Ce que le contrat doit dire de vos données
Dès qu’une plateforme agréée traite vos factures pour votre compte, elle agit comme sous-traitant au sens du RGPD. Vous restez responsable du traitement, ce qui impose un contrat de sous-traitance en bonne et due forme et une information claire sur les lieux d’hébergement.
Demandez où les données sont physiquement stockées et sous quel régime juridique. La question n’a rien d’accessoire : le registre officiel compte de nombreux opérateurs dont l’établissement principal se situe hors de France, en Italie, en Espagne, en Suède, au Danemark, en Irlande ou en Australie. Ce n’est pas disqualifiant, mais cela se sait avant la signature, pas pendant un contrôle. En cas de violation de données, vous disposez de 72 heures pour notifier la CNIL, ce qui suppose que votre prestataire vous alerte sans délai.

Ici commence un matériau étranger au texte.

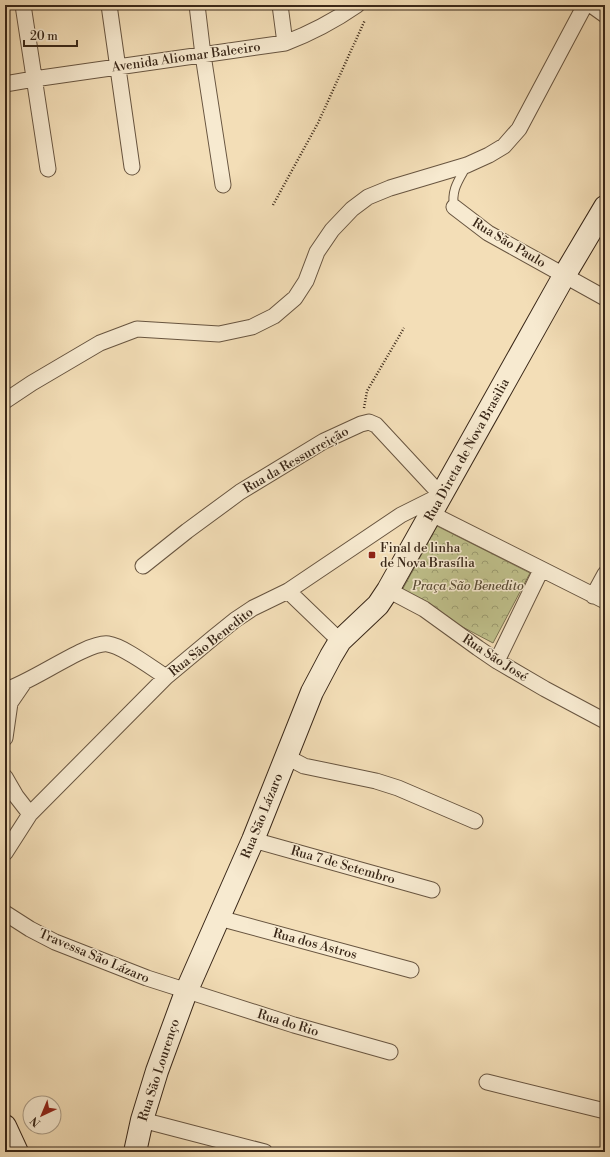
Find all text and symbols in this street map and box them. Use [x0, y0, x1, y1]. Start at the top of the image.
scale bar [24, 22, 77, 48]
text: 20 m [30, 29, 58, 44]
street label: Avenida Aliomar Baleeiro [110, 39, 261, 76]
street label: Rua São Paulo [469, 215, 549, 271]
street label: Rua Direta de Nova Brasilia [421, 375, 513, 524]
street label: Rua da Ressurreição [240, 423, 352, 497]
place label: Final de linha de Nova Brasília [380, 540, 475, 571]
marker: Final de linha de Nova Brasília [367, 550, 377, 560]
park label: Praça São Benedito [411, 578, 524, 594]
street label: Rua São Benedito [166, 604, 256, 680]
street label: Rua São José [459, 631, 531, 685]
street label: Rua São Lázaro [238, 771, 286, 861]
street label: Rua 7 de Setembro [289, 842, 397, 888]
street label: Travessa São Lázaro [36, 925, 152, 987]
street label: Rua dos Astros [271, 925, 359, 963]
street label: Rua do Rio [255, 1006, 321, 1040]
street label: Rua São Lourenço [135, 1017, 183, 1123]
north arrow [22, 1095, 62, 1135]
text: N [28, 1113, 44, 1130]

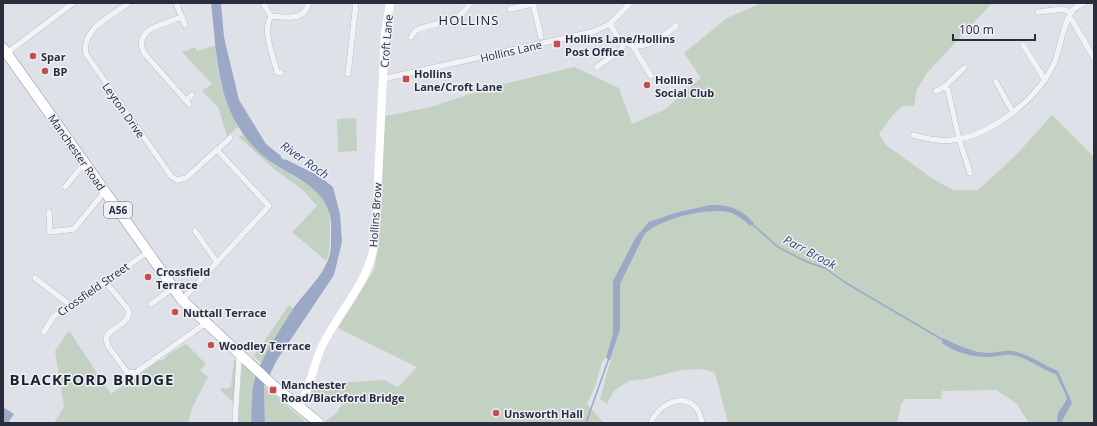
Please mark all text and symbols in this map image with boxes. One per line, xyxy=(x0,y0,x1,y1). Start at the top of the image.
district label: HOLLINS xyxy=(439,11,499,29)
street label: Croft Lane xyxy=(376,14,396,68)
scale bar xyxy=(953,16,1035,42)
text: 100 m xyxy=(959,21,994,38)
place label: Hollins Lane/Hollins Post Office xyxy=(565,31,676,59)
street label: Hollins Lane xyxy=(479,37,543,65)
marker: Hollins Lane/Hollins Post Office xyxy=(552,39,562,49)
place label: Spar xyxy=(41,49,66,64)
marker: Spar xyxy=(28,51,38,61)
place label: BP xyxy=(53,64,67,79)
marker: BP xyxy=(40,66,50,76)
place label: Hollins Lane/Croft Lane xyxy=(414,66,503,94)
place label: Hollins Social Club xyxy=(655,72,714,100)
marker: Hollins Lane/Croft Lane xyxy=(401,74,411,84)
street label: Leyton Drive xyxy=(99,79,149,141)
marker: Hollins Social Club xyxy=(642,80,652,90)
street label: Manchester Road xyxy=(45,111,109,193)
water label: River Roch xyxy=(278,137,333,183)
street label: Hollins Brow xyxy=(365,182,385,248)
road number: A56 xyxy=(104,202,132,218)
water label: Parr Brook xyxy=(781,231,840,274)
street label: Crossfield Street xyxy=(54,259,132,319)
place label: Crossfield Terrace xyxy=(156,264,210,292)
marker: Crossfield Terrace xyxy=(143,272,153,282)
place label: Nuttall Terrace xyxy=(183,305,267,320)
marker: Nuttall Terrace xyxy=(170,307,180,317)
place label: Woodley Terrace xyxy=(219,338,311,353)
marker: Woodley Terrace xyxy=(206,340,216,350)
district label: BLACKFORD BRIDGE xyxy=(10,369,174,389)
place label: Manchester Road/Blackford Bridge xyxy=(281,377,405,405)
marker: Manchester Road/Blackford Bridge xyxy=(268,385,278,395)
place label: Unsworth Hall xyxy=(504,406,583,421)
marker: Unsworth Hall xyxy=(491,408,501,418)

Reste l’archivage. Vos factures doivent être conservées six ans au titre fiscal et dix ans au titre comptable, avec garantie d’intégrité et de lisibilité. Certaines plateformes incluent la conservation, d’autres la facturent en option, d’autres encore s’arrêtent au transport. Dans tous les cas, la responsabilité de la conservation reste la vôtre.
Le coût de l’attente
La loi de finances pour 2026 a relevé les sanctions. Le défaut d’émission au format électronique passe de 15 à 50 € par facture, plafonné à 15 000 € par année civile. Le manquement à la transmission des données de transaction et de paiement passe de 250 à 500 € par transmission, avec le même plafond annuel.

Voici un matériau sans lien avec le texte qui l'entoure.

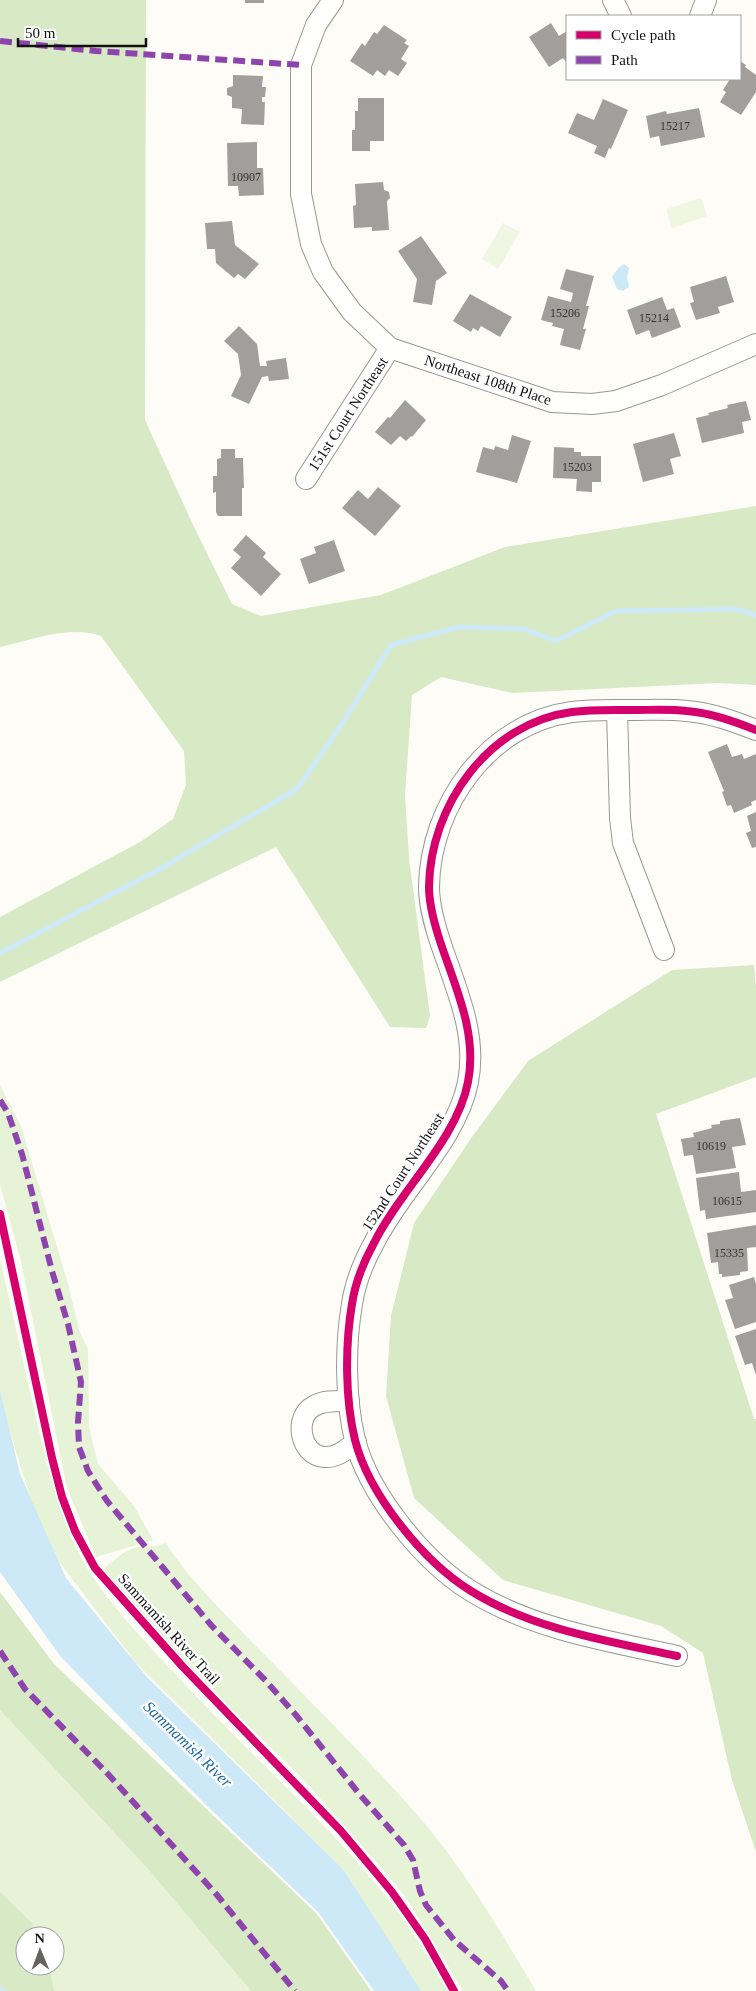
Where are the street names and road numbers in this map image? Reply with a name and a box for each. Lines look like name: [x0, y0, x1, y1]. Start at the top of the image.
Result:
street label: Northeast 108th Place: [423, 352, 554, 408]
street label: 151st Court Northeast: [305, 353, 391, 474]
street label: 152nd Court Northeast: [359, 1109, 448, 1234]
street label: Sammamish River Trail: [115, 1570, 223, 1688]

Pour la réception, le mécanisme est différent et plus progressif. L’administration met d’abord l’entreprise en demeure de désigner une plateforme agréée dans un délai de trois mois. Passé ce délai sans régularisation, une amende de 500 € s’applique, avec relance et escalade tant que la situation persiste. La DGFiP a par ailleurs annoncé une approche de tolérance au démarrage pour les entreprises de bonne foi engagées dans une trajectoire de mise en conformité.

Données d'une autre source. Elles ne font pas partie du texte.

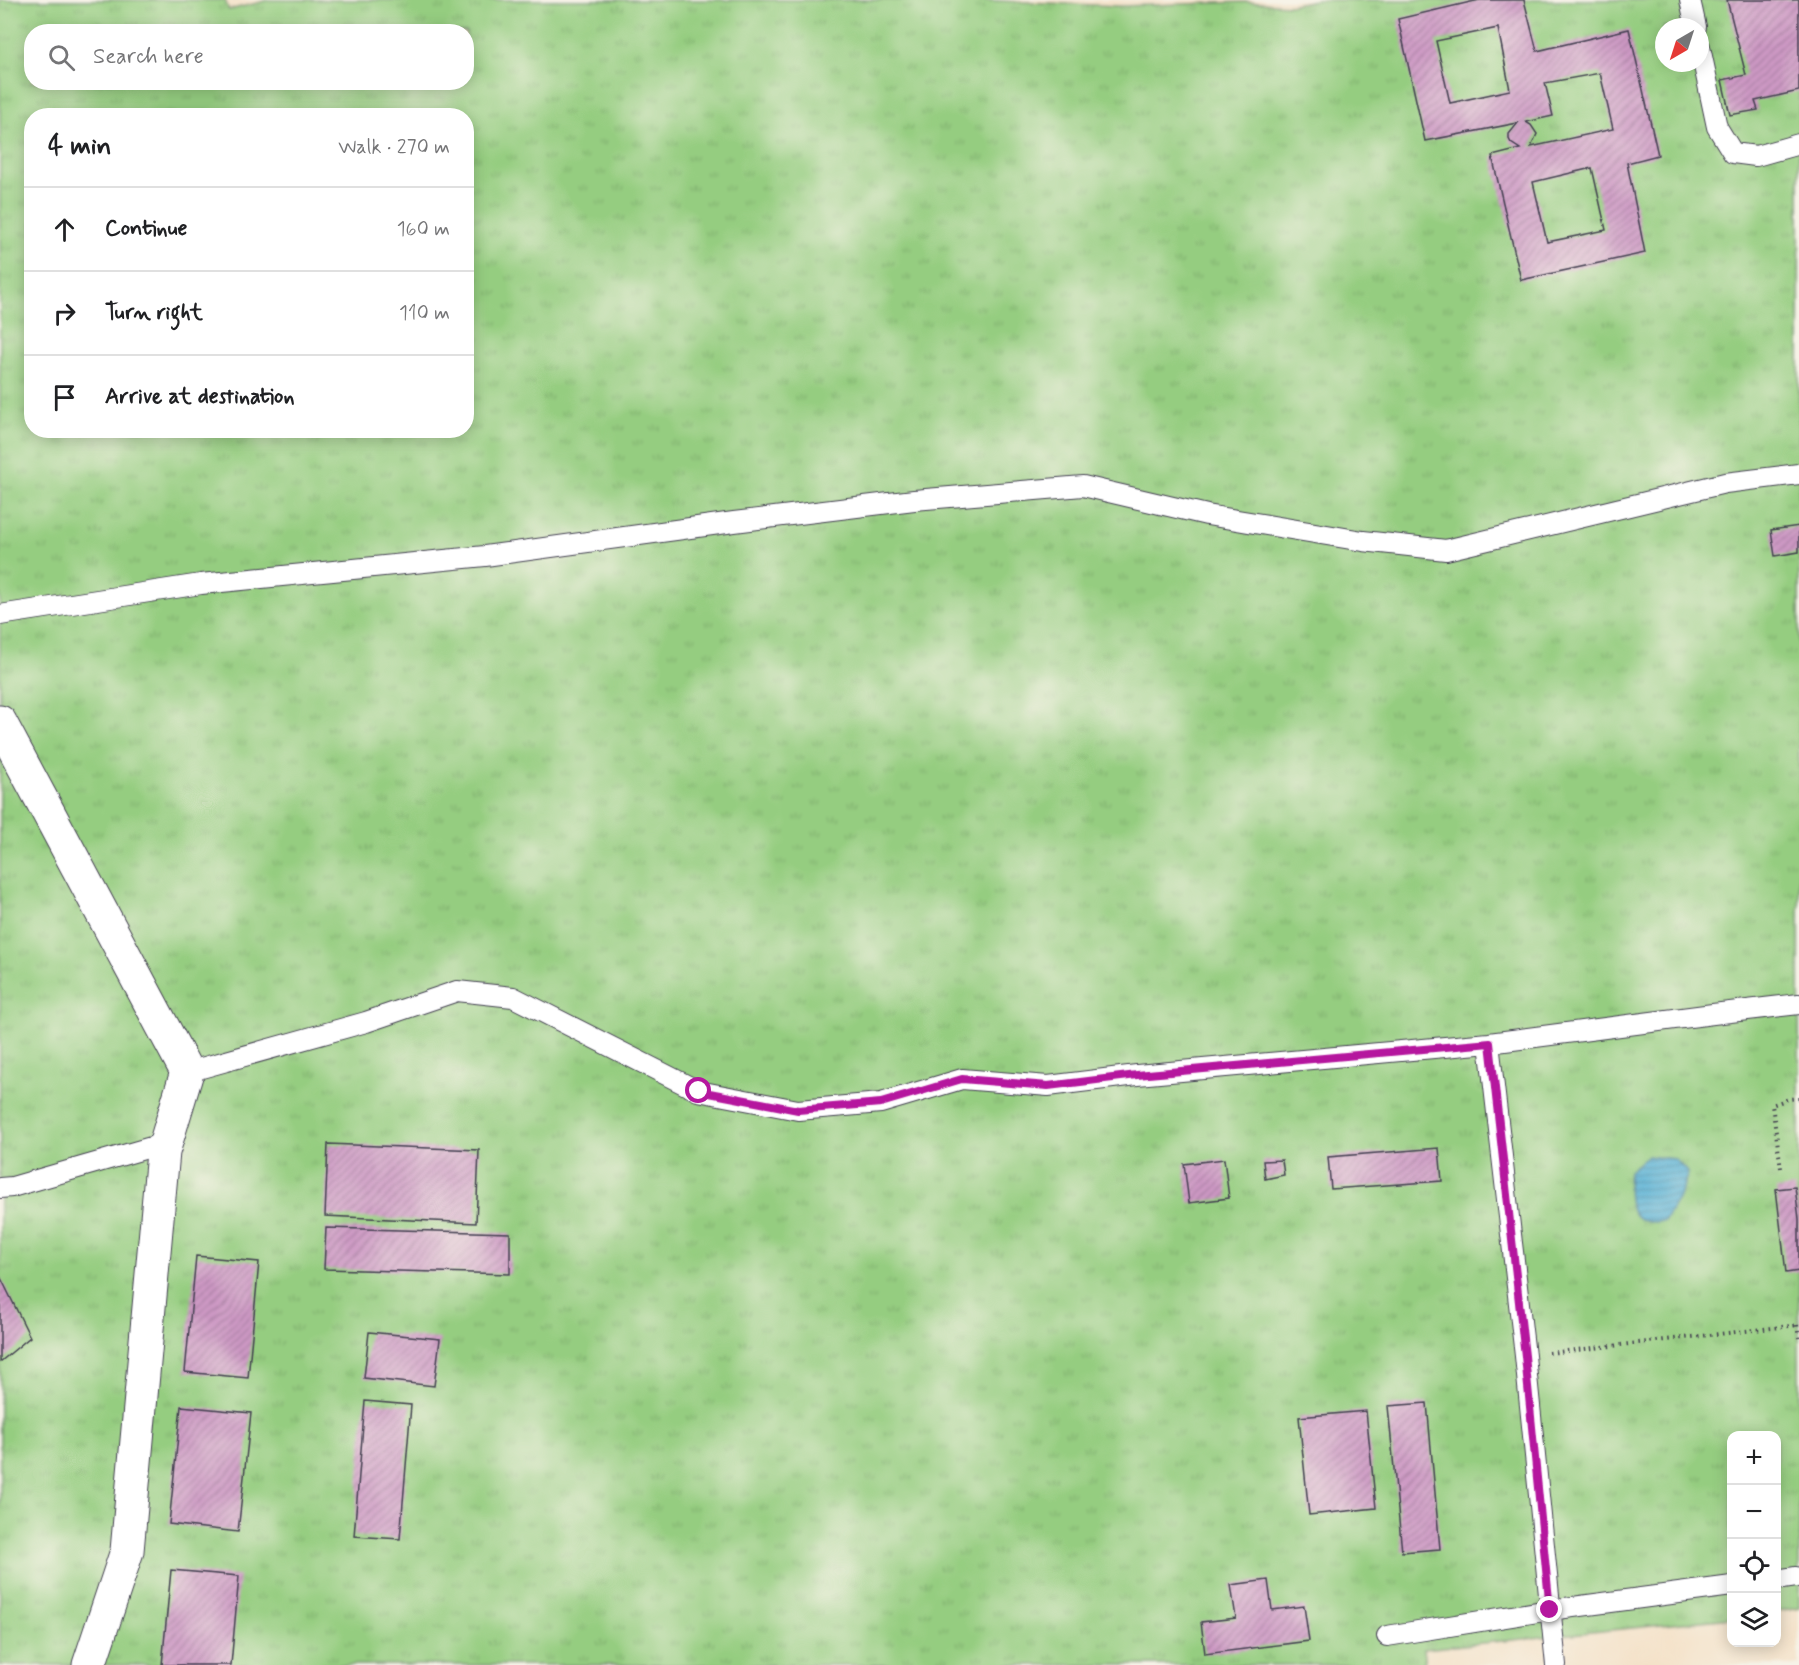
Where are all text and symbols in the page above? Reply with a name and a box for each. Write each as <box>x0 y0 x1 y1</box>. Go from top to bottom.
north arrow <box>1655 18 1709 72</box>
search box <box>24 24 474 90</box>
icon: search <box>45 41 78 74</box>
text: Search here <box>93 43 204 71</box>
text: 4 min <box>48 130 111 164</box>
text: Walk · 270 m <box>338 134 450 161</box>
icon: ahead <box>48 213 81 246</box>
text: Continue <box>105 215 187 243</box>
text: 160 m <box>397 216 450 243</box>
icon: right <box>48 297 81 330</box>
text: Turn right <box>105 299 203 327</box>
text: 110 m <box>399 300 450 327</box>
icon: arrive <box>48 381 81 414</box>
text: Arrive at destination <box>105 383 295 411</box>
route start <box>685 1077 711 1103</box>
map controls <box>1727 1431 1781 1647</box>
button: + <box>1727 1431 1781 1485</box>
button: − <box>1727 1485 1781 1539</box>
button: locate <box>1727 1539 1781 1593</box>
button: layers <box>1727 1593 1781 1647</box>
route end <box>1536 1596 1562 1622</box>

Le risque immédiat n’est donc pas fiscal, il est opérationnel. Sans plateforme de réception déclarée, vos fournisseurs n’ont aucune adresse où router leurs factures dans l’annuaire central. C’est votre plateforme qui vous y inscrit, et cette inscription vaut désignation officielle.
Questions fréquentes
Peut-on utiliser plusieurs plateformes agréées ?
Oui. L’architecture française, dite « en Y », autorise un opérateur pour l’émission et un autre pour la réception, voire une répartition par entité ou par type de flux. L’interopérabilité garantit la circulation des factures quelle que soit la plateforme de votre client. Le montage ne se justifie que s’il résout un problème mesurable : préserver un flux EDI existant, isoler une filiale, accompagner une migration. Sinon, il ajoute des coûts et des contrôles.
Le portail public reste-t-il une option gratuite ?
Non. Depuis le recentrage d’octobre 2024, le portail public de facturation ne propose plus d’interface de création, d’envoi ou de réception de factures. Il gère l’annuaire central et concentre les données d’e-reporting destinées à l’administration. Le passage par une plateforme agréée est obligatoire, y compris pour les plus petites structures.
Que se passe-t-il si ma plateforme perd son immatriculation ?
L’administration peut retirer le numéro d’immatriculation d’un opérateur en cas de manquements répétés. Les règles de portabilité du décret de juillet 2026 s’appliquent alors, dont le maintien de la gestion des statuts pendant douze mois. Vérifiez malgré tout ce que prévoit votre contrat en matière de restitution des données et de délai de bascule, car un transfert propre demande généralement plusieurs semaines de paramétrage.
Mon logiciel de facturation actuel suffit-il ?
Uniquement s’il est immatriculé en propre ou raccordé à une plateforme agréée identifiée. Plusieurs éditeurs connus ne figurent pas au registre parce qu’ils ont choisi le statut de solution compatible. Interrogez votre éditeur sur le nom de la plateforme agréée partenaire, puis vérifiez cette dénomination sur la liste officielle. Une réponse floue à cette question est un signal suffisant pour aller voir ailleurs.